Hayes & Hayes, Billy D. Hayes, Rock Hill, S. C., James P. Mozingo, III, Darlington, S. C., John C. West (Murchison, West & Marshall), Camden, S. C., for defendant.
WYCHE, District Judge.
Plaintiff brings this action for a declaratory judgment seeking a determination that it has no obligation to the defendant by reason of the application of William Henry Taylor for a policy of accident or trip insurance. Taylor died following an automobile accident on September 30, 1961.
The defendant who was named as beneficiary in the application has filed an answer and counterclaim in which he seeks both actual and punitive damages from the plaintiff. Plaintiff has moved to dismiss the counterclaim, and failing in that, to strike certain parts thereof as well as certain parts of the answer.
Taylor, the deceased, on September 24, 1961, mailed to the plaintiff at its office in Columbia, South Carolina, an application for a policy of insurance, commonly known as "trip insurance". This application was received by the plaintiff at its office on the following day, September 25, 1961. The application was accompanied by a United States Money Order for $8.65, which was ten cents more than the required premium. In the space provided for the effective date of the policy, the original date was stricken out by typewriter and over it typed the date "9-27-61". Plaintiff contends that its employee Thelma Denny interpreted this date to be "9-21-61" instead of "9-27-61". However, an examination of the original application presented in court at the time of the argument shows that the date typed in is "9-27-61". Whether or not plaintiff's employee did so interpret the date and if so whether or not such was warranted are factual questions which need not be determined at this time.
The policy application was for the three day period beginning September 27, 1961, which means that Taylor's death on September 30, 1961, was within the period of the coverage applied for. Plaintiff alleges in the complaint that a policy was written dated September 21, 1961, "but not issued".
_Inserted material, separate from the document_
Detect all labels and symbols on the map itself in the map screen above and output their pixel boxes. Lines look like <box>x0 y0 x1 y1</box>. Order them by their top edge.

Defendant's amended answer and counterclaim sets forth the application and charges that the plaintiff negligently, wilfully, wantonly and fraudulently failed to issue the policy as requested in accordance with the application and failed to take any action to issue the policy or reject the application until after the death of the insured as hereinafter set forth.
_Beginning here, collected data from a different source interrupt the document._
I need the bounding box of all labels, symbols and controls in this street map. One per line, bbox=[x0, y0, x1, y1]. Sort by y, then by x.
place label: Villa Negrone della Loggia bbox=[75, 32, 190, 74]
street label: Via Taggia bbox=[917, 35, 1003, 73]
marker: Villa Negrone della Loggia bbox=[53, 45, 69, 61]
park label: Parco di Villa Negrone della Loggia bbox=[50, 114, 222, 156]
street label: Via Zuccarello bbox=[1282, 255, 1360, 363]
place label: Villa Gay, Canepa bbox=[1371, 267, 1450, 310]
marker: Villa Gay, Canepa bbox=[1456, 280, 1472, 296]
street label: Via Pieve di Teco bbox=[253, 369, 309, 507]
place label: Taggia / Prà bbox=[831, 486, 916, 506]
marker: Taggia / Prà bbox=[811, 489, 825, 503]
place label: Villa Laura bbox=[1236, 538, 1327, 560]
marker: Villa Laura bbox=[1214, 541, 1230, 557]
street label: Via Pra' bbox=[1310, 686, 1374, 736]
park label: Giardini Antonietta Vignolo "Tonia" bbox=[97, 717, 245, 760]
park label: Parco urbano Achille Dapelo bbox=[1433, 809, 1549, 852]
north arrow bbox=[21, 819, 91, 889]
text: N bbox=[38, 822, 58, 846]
The defendant further charges that after learning of Taylor's death, the plaintiff by a series of fraudulent acts, attempted to mislead and deceive the defendant and deprive him of the proceeds of the policy which were rightfully his. The specific acts of fraud charged included the writing of a policy for a period which was not only erroneous but which had in fact already expired. Other acts charged include the failure to mail the policy or attempt to refund the premium until after defendant's attorneys had made demand for the proceeds of the policy.
Plaintiff's position is that it incurred no liability because no policy was issued. Defendant's contention is that the plaintiff is liable for the policy amount either on the theory of an implied acceptance because of inexcusable delay, or for negligence in failing to act promptly on Taylor's application. Defendant further contends that punitive damages should be awarded because of the fraudulent conduct and acts of the plaintiff.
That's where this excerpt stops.